The environment organisations operate in is far more unpredictable than it was even five years ago, with disruption arising from all parts of the market and value chain.


As Matthew Bishop of the Economist recently said;

“the pace of change will never again be as slow as it is now”.

Phrases such as “digitization”, “globalization” and “big data” are blurring the lines creating incredible pressure for organisations. At the same time technology is changing consumer behaviour, providing greater transparency, empowering start-ups and through social media giving voice to anyone who wants it. This is the perfect storm; (and that is before we think about the Brexit).

As a result, the traditional sources of competitive advantage such as market position, scale, brand are diminishing or as the likes of Blockbuster or Nokia have found out, become obsolete. The outcome is that traditional, dominant players are increasingly overtaken by nimbler organisations with stronger business models which can better compete and cope with change.

In this shifting environment, organisations simply must transform, which could mean a fundamental change in strategy, operating model, people, processes and culture. For some organisations the urgency is high; for others, it is an ongoing adaptive process. In both cases though, the transformation fundamentally alters the trajectory of an organisation, it is a profound change.


Typically, a transformation was perceived as a really radical business solution indicating that a company had really significant problems. Often, it may have been foreshadowed with a degree of drama such as receivership, a dramatic market share loss or a profit downgrade. A transformation then, was the last chance to change the trajectory of an organisation, who really has no choice but to change. This perception is outdated.

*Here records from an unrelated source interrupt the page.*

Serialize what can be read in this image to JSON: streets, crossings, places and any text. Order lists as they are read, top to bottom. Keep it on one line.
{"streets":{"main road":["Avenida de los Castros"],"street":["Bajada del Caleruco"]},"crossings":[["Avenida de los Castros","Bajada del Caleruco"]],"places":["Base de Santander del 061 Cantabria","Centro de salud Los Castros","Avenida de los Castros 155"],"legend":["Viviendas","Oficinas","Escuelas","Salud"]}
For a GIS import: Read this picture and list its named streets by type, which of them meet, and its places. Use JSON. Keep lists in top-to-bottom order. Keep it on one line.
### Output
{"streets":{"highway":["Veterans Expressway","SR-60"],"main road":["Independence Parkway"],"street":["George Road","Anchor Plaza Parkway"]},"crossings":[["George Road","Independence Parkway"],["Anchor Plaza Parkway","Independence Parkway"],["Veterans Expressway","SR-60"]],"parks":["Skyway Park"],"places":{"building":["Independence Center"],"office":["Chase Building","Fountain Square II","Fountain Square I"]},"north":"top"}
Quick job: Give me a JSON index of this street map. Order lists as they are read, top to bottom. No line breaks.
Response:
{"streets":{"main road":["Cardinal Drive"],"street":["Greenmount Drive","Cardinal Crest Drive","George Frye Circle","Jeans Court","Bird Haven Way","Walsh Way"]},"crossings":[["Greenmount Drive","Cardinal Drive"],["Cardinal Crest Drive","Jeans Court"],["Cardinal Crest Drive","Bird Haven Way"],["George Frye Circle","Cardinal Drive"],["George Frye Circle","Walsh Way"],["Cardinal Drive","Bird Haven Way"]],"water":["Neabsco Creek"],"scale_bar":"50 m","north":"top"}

The reality is the earlier an organisation understands the environment and transforms, the better the potential outcome. Indeed, leading organisations who are transforming are those who are pre-empting the market and use the opportunity to reinforce their competitive strengths.

Equally important as well, is that transformation is a process of evolution, not a onetime event, as the environment will continue to change, and the speed of change will get faster and faster.

Therefore, transformation is in fact, “always on”, and requires a series of interdependent initiatives that allow change to happen. For this to happen an organisation then needs to have the right culture, be change ready, and have a great understanding of the environment. An organisation must though, have the ability to act, because once there is a degree of drama, the entire conversation will change.

In the future, what will make organisations stand out, is not their ability to deliver transformations, but those who can make transformation, a real competitive advantage.